• **What is expected**:
Extract each line of the records below that contains the word "controls".
(Beginning of The input)
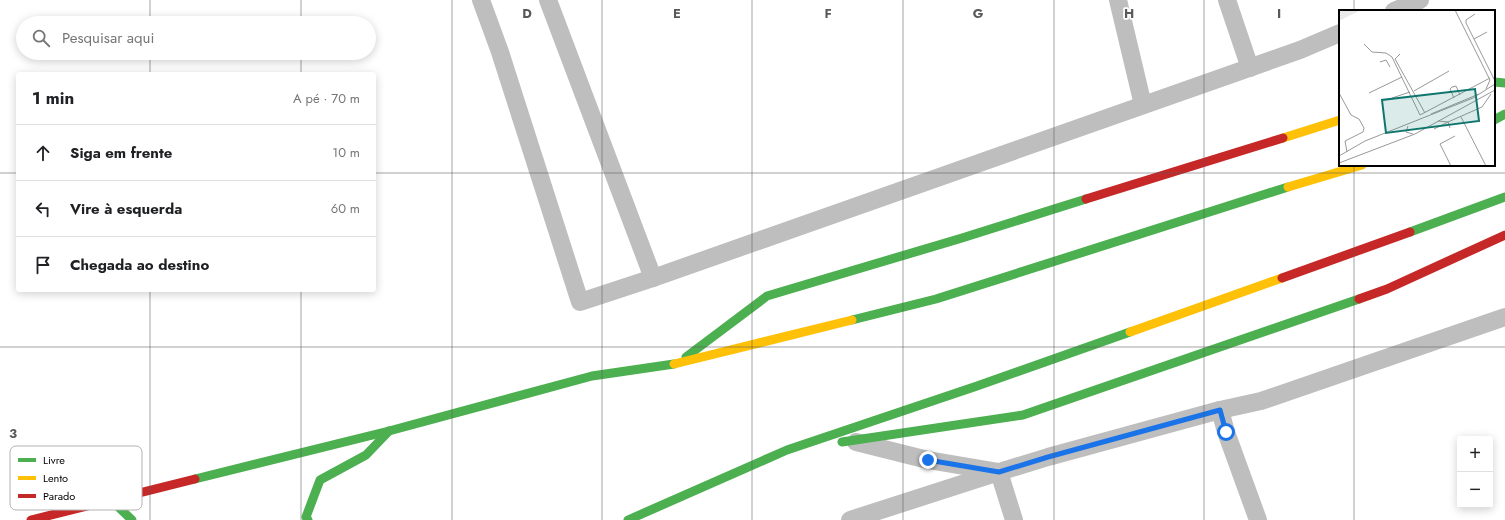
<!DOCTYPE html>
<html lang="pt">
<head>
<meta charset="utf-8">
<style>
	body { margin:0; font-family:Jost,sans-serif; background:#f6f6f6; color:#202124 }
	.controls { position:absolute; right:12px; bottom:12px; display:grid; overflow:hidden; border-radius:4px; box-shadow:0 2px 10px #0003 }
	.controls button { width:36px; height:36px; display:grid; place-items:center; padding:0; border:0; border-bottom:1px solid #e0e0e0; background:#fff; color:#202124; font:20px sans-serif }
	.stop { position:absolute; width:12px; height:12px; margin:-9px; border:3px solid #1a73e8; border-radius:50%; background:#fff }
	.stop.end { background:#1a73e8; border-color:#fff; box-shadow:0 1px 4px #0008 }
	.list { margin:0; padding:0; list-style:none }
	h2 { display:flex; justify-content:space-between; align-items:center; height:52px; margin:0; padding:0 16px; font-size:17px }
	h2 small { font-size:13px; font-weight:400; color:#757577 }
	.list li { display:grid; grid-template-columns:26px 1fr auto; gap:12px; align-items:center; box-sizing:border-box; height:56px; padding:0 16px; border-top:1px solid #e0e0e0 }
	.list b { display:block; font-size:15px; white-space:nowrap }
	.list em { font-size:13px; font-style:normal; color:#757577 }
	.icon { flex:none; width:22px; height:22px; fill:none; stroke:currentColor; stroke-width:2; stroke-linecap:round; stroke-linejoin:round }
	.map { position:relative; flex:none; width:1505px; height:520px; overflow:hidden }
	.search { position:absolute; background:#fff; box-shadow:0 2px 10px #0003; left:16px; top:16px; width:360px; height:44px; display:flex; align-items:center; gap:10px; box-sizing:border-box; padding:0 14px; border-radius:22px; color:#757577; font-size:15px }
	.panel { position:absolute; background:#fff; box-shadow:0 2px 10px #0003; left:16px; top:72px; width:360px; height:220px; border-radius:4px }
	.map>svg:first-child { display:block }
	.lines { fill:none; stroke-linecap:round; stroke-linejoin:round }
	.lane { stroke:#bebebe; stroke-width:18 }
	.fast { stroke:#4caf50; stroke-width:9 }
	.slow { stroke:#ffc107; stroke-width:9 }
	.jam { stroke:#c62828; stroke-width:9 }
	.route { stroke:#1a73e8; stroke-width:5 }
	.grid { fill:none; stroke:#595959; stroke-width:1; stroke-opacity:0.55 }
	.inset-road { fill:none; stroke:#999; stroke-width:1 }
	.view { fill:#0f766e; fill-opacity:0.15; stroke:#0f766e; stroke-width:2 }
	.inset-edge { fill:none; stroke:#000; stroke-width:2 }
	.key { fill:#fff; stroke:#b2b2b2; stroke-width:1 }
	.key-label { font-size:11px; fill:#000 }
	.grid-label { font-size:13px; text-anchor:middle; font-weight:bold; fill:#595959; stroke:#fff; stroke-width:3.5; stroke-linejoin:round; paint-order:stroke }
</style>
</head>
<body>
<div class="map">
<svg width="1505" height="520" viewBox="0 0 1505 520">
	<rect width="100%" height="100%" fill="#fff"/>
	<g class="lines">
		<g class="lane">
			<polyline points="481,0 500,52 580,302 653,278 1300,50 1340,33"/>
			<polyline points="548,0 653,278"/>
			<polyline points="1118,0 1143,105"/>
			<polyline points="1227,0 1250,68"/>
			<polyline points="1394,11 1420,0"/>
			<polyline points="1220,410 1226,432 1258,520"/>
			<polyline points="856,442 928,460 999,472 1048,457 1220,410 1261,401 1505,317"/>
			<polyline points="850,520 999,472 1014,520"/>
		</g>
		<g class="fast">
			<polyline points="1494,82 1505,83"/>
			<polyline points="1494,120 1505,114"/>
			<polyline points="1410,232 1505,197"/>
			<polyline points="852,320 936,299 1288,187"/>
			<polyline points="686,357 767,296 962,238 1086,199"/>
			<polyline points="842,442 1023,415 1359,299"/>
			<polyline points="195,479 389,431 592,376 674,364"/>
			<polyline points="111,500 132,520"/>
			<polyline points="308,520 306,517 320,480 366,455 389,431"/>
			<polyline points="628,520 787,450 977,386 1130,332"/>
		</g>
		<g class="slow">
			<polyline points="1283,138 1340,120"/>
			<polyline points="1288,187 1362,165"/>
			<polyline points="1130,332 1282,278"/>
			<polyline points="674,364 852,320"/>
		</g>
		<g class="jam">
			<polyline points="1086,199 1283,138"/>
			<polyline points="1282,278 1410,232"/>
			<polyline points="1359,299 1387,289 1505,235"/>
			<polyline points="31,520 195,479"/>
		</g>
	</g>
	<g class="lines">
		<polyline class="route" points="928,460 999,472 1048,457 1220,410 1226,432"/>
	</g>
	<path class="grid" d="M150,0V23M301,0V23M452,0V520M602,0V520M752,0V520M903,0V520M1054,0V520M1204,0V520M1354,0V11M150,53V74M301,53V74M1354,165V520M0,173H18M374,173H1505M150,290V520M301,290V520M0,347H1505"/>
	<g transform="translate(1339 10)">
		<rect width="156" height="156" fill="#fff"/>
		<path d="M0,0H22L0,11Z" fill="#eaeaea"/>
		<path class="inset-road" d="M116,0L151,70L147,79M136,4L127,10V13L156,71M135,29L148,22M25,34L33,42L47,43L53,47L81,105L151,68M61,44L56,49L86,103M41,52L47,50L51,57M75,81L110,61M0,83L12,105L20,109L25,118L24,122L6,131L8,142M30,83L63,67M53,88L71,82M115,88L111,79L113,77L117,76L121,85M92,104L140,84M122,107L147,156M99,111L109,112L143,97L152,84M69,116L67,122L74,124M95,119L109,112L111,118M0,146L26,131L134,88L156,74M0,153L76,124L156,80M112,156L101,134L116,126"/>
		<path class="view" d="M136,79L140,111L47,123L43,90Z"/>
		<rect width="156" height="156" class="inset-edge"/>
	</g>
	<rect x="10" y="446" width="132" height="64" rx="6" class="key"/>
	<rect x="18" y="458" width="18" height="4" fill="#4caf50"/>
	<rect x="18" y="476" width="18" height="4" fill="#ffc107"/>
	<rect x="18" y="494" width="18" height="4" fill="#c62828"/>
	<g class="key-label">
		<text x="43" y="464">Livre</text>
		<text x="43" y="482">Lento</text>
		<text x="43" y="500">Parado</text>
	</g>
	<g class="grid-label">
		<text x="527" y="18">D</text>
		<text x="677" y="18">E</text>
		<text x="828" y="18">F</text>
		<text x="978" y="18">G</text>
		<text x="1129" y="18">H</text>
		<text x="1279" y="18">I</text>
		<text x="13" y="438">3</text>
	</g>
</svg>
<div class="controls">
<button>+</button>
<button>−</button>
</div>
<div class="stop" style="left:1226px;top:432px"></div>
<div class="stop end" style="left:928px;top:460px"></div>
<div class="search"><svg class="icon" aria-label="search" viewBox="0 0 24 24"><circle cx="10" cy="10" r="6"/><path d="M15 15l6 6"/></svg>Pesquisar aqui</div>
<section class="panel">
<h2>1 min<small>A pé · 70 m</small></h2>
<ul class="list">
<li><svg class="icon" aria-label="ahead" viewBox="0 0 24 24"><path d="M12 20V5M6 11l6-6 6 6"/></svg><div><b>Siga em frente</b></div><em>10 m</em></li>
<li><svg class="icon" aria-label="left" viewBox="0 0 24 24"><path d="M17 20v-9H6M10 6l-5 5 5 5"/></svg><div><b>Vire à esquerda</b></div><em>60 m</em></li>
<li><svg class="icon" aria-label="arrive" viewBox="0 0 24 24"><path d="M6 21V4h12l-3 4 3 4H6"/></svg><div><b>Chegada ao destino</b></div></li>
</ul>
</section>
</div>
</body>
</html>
(End of The input)
• **Response**:
	.controls { position:absolute; right:12px; bottom:12px; display:grid; overflow:hidden; border-radius:4px; box-shadow:0 2px 10px #0003 }
	.controls button { width:36px; height:36px; display:grid; place-items:center; padding:0; border:0; border-bottom:1px solid #e0e0e0; background:#fff; color:#202124; font:20px sans-serif }
<div class="controls">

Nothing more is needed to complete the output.